David - thanks. I guess I wish for us to embrace our dreams, goals and ambitions within the context of God's glory and eternal purposes...not to fall into either extremes of shunning all ambition or pursuing selfish ambition headlong.

Jimmy said...

i have been reading this post at least daily trying to determine how to respond. this is an area that i do battle with. i do want to excel in the things I do and there is the attraction of how will i be viewed and what can I gain. i think I take the godly example in Paul. He exhorts us to press on toward the goal of the upward call of Christ, to do work hard as unto the Lord-- he said he worked harder that those who were challenging his ministry. I do not think Paul was a stranger to this issue. But Paul also traveled with companions and that i believe is a huge key to this issue. Walking with the desire of godly ambition with godly friends who will speak into my life. so, i thank God for my wife, my church, my small group and friends. i also thank you ESI for this blog.

Ted M. Gossard said...

Good thoughts here, and distinctions drawn, ESI.

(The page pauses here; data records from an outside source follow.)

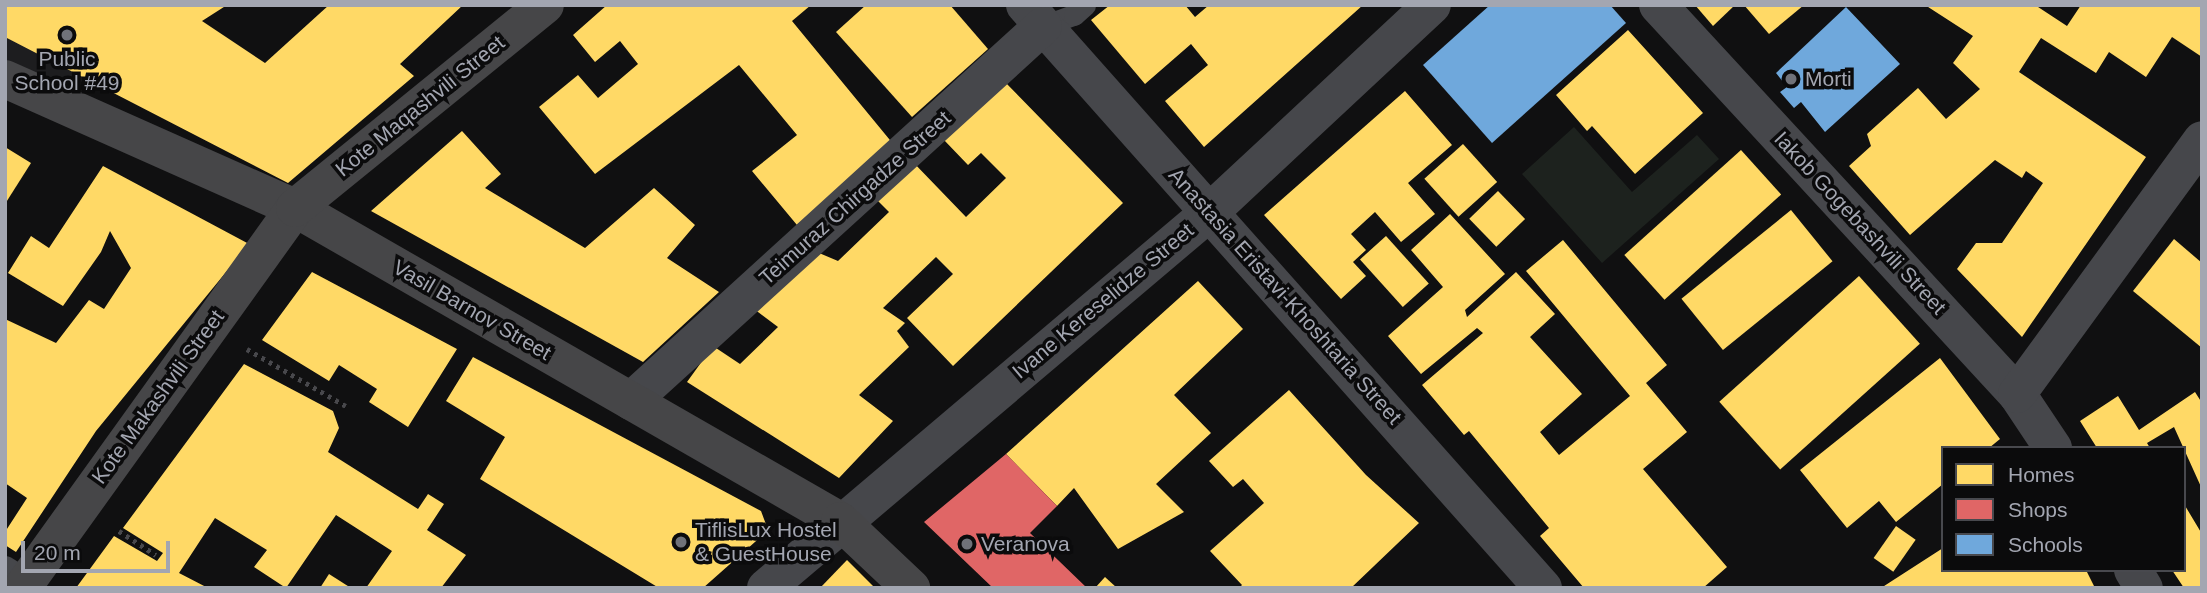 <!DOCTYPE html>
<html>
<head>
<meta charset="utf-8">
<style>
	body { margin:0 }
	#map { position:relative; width:2207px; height:593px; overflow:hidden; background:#101011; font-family:Helvetica,sans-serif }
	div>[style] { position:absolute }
	.built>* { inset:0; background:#1d1d1f }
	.green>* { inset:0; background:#1d221e }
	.homes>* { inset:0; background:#ffd966; transform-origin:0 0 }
	.shops>* { inset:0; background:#e06666 }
	.schools>* { inset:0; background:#6fa8dc }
	.path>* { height:4.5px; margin-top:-2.25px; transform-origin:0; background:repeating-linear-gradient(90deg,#48484c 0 3.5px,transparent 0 8.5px) }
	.lane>* { height:21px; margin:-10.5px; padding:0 10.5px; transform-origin:10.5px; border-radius:10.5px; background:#46474b }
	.street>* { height:38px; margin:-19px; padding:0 19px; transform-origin:19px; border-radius:19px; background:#46474b }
	.secondary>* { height:38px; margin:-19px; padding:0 19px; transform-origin:19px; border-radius:19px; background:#464648 }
	.dots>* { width:19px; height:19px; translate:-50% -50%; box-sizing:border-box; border:4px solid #0b0b0c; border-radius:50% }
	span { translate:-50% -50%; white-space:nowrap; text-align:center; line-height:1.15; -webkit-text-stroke:7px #0b0b0c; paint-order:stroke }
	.poi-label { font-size:21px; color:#a3a6b1 }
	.left { translate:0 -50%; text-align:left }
	.street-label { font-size:21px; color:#a3a6b1 }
	.frame { position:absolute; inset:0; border:7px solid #a3a6b1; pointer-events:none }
	.legend { position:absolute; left:1941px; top:446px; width:245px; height:126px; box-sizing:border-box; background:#0b0b0c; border:2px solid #48494e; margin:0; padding:9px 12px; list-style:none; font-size:21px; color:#a3a6b1 }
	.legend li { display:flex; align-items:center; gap:14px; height:35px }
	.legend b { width:35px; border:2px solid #48494e }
	.scale { position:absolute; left:21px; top:541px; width:149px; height:32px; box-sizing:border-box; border:4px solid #a3a6b1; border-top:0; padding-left:9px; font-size:21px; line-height:24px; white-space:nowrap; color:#a3a6b1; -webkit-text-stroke:5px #0b0b0c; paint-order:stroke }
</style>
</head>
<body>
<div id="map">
	<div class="built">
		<div style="clip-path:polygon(5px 5px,157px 5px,71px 95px,5px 65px)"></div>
	</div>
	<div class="green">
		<div style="clip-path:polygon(1574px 127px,1632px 192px,1697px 135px,1719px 159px,1602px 263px,1522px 174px)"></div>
	</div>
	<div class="homes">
		<div style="clip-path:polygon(5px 5px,227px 5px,202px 21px,265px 63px,329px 5px,463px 5px,400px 64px,414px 76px,288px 183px,5px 37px)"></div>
		<div style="clip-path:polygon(607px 5px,811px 5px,792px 21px,894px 145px,797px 225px,752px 171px,797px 135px,739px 65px,595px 174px,539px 107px,578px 75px,598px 98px,638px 64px,620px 41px,595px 62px,573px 35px)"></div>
		<div style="clip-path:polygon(866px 5px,950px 5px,988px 49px,912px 117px,836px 32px)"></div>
		<div style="clip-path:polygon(1110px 5px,1185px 5px,1195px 17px,1209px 5px,1363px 5px,1204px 147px,1165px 101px,1208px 65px,1191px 44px,1145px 84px,1091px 20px)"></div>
		<div style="clip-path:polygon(1695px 5px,1735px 5px,1713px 26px)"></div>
		<div style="clip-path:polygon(1744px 5px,1804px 5px,1769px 34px)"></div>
		<div style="clip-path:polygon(1925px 5px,2035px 5px,2067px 26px,2081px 5px,2202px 5px,2202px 57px,2172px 37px,2146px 77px,2109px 52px,2096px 73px,2041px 38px,2019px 72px,2146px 157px,2022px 337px,1957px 269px,1976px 243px,2002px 243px,2043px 183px,2026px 171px,2022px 178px,1995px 160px,1910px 235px,1849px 166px,1871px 146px,1867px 134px,1918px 88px,1946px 119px,1980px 89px,1953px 63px,1973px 36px)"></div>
		<div style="clip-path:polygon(1628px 30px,1703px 113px,1635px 174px,1592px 126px,1587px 131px,1556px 95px)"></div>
		<div style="clip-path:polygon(1005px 82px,1123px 203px,953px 366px,907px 318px,953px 274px,936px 257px,883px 308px,905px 323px,897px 331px,909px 347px,859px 395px,893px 421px,839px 478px,687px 382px,713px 346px,740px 364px,778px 327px,750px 306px,812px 250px,838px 261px,889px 212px,873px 196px,911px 160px,966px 217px,1006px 178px,981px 153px,968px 165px,944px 140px)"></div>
		<div style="clip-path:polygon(1405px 91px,1452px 145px,1408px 183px,1435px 214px,1401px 242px,1375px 212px,1351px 234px,1366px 250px,1353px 262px,1366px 276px,1341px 299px,1264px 215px)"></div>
		<div style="clip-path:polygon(462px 131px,501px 174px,485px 188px,585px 248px,654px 188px,695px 225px,667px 258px,719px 292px,643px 362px,371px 211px)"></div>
		<div style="left:1463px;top:144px;width:51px;height:52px;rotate:48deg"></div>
		<div style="clip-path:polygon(5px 147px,31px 163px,5px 204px)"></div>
		<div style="left:1741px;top:150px;width:60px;height:157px;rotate:48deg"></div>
		<div style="clip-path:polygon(103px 166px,249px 244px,96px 431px,16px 552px,5px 545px,5px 532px,27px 498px,5px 483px,5px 319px,56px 343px,89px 300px,104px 309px,131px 268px,110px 231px,101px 252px,63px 306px,8px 273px,31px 236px,49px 248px)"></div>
		<div style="left:1498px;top:191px;width:39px;height:40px;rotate:46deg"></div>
		<div style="left:1791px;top:210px;width:66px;height:141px;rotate:51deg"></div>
		<div style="clip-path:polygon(1450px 214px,1505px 274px,1465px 310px,1467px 317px,1516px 272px,1555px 314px,1530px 337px,1582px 394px,1540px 432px,1559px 455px,1630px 396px,1526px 271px,1563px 240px,1667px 365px,1646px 383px,1687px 432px,1643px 469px,1727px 567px,1703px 588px,1584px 588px,1540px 536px,1549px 528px,1469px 431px,1464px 435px,1422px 385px,1483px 333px,1477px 328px,1421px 374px,1388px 336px,1443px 287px,1411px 250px)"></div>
		<div style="left:1386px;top:236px;width:64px;height:35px;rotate:48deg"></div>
		<div style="clip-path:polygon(2174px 239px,2202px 263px,2202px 348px,2133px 291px)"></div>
		<div style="clip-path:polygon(312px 272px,457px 349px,408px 427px,369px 402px,377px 389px,339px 365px,329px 381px,262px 340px)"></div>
		<div style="left:1859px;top:276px;width:91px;height:188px;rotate:48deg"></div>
		<div style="clip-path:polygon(1198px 281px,1243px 329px,1174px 395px,1211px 433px,1156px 484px,1184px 512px,1118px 549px,1074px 488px,1057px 506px,1006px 454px)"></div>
		<div style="clip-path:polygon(473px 357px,761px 511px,767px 527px,765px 533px,703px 588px,659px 588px,480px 479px,505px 437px,446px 401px)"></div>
		<div style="clip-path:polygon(1940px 358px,2000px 439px,1989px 448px,1943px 448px,1943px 484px,1896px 522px,1879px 501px,1847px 528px,1800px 470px)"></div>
		<div style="clip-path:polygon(244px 364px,333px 411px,339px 428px,328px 452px,418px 509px,428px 494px,444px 504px,427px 530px,466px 555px,441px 588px,366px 588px,392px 551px,336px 515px,286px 588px,254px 567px,267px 550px,215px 518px,179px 573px,208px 588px,76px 588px,114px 536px,157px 561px,163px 553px,123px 528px)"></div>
		<div style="clip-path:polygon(1289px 390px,1366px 475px,1419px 523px,1351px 588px,1239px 588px,1242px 585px,1210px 551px,1264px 503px,1243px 479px,1233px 487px,1209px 461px)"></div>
		<div style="clip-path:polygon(2195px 392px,2202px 403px,2202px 489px,2174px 427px,2147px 443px,2150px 448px,2097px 448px,2080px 421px,2118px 396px,2139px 430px)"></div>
		<div style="clip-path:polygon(2184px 504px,2202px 534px,2202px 588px,2184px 588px,2172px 570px,2184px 570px)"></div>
		<div style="left:1896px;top:526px;width:24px;height:39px;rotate:35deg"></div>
		<div style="clip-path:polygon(1943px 548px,1943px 570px,2086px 570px,2095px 588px,1881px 588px)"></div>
		<div style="clip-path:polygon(847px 560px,875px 588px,820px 588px)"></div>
		<div style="clip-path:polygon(329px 574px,351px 588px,320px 588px)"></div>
		<div style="clip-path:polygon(1105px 577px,1117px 588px,1095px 588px)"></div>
	</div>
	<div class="shops">
		<div style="clip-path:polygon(1006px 454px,1057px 506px,1030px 533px,1087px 588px,993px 588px,924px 522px)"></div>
	</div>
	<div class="schools">
		<div style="clip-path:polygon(1490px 5px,1610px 5px,1626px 23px,1492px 143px,1423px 65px)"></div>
		<div style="clip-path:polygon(1846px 7px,1900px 64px,1825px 132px,1801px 102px,1794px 108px,1780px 92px,1787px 87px,1776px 73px)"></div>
	</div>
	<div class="path">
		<div style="left:247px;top:349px;width:114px;rotate:29.9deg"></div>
		<div style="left:119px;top:531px;width:44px;rotate:33deg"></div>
	</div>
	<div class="lane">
		<div style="left:1043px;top:26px;width:33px;rotate:-20deg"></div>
		<div style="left:1074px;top:15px;width:15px;rotate:-42deg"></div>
		<div style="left:5px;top:566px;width:26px;rotate:32deg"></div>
	</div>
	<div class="street">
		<div style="left:1025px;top:5px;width:780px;rotate:48.38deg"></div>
		<div style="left:1658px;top:5px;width:529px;rotate:47.3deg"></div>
		<div style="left:2017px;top:394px;width:65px;rotate:56.3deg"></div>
		<div style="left:2017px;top:394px;width:314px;rotate:-53.9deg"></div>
		<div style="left:631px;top:401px;width:557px;rotate:-42.31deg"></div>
		<div style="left:2133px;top:570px;width:21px;rotate:59deg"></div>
		<div style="left:766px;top:588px;width:583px;rotate:-40.27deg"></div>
		<div style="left:1211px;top:211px;width:302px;rotate:-43deg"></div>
	</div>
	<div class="secondary">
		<div style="left:5px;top:79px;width:317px;rotate:24deg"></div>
		<div style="left:295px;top:208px;width:628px;rotate:29.87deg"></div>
		<div style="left:840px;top:521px;width:98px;rotate:43.3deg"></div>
		<div style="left:22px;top:588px;width:468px;rotate:-54.3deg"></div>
		<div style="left:295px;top:208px;width:322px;rotate:-39.1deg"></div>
	</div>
	<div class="dots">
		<div style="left:67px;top:35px;background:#707279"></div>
		<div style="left:1791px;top:79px;background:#707279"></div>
		<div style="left:681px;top:542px;background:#707279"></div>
		<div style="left:967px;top:544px;background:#707279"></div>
	</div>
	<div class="poi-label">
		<span style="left:67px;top:71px">Public<br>School #49</span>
		<span class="left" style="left:1805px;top:79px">Morti</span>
		<span class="left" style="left:695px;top:542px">TiflisLux Hostel<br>&amp; GuestHouse</span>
		<span class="left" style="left:981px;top:544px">Veranova</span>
	</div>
	<div class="street-label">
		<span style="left:420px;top:106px;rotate:-39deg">Kote Maqashvili Street</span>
		<span style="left:855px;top:198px;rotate:-42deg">Teimuraz Chirgadze Street</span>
		<span style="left:1860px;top:223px;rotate:47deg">Iakob Gogebashvili Street</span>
		<span style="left:1285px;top:296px;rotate:48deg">Anastasia Eristavi-Khoshtaria Street</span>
		<span style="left:1103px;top:301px;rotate:-40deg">Ivane Kereselidze Street</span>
		<span style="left:472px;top:310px;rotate:30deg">Vasil Barnov Street</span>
		<span style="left:158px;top:397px;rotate:-54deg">Kote Makashvili Street</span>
	</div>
	<div class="frame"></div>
	<ul class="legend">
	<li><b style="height:19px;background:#ffd966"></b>Homes</li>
	<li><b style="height:19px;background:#e06666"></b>Shops</li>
	<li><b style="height:19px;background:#6fa8dc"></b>Schools</li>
	</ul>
	<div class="scale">20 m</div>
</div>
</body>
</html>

Selifsh ambition is clearly spelled out as wrong in James, and that stands to reason when you consider "the Jesus Creed" to love God completely, and our neighbor as ourselves in the context of Scripture and Jesus.

Ambition is not wrong at all, but can easily become selfish ambition. It should ba an ambition to fulfill our calling, and our part well, all the while being thankful for all who seem to fulfill their calling well.

Trying to get rich is clearly prohibited. I'm surprised how we Christians can be pulled and fall for such a pitch. But all kinds of arguments I've heard to justify such, like being free to do the good one wants to do, etc. Certainly not wrong to be rich, but those who are have the responsibility to use their wealth wisely for God's glory and humankind's good, and especially for the gospel.

Just my thoughts here. I surely have struggled with selfish ambition, but I really kind of lack ambition anymore. I've kind of just thrown in the towel, and see what I do as trying to get through, and in the mean time grow in becoming more like Christ, and fulfilling God's call, etc.

Again, a good stimulating post, but I always appreciate your posts.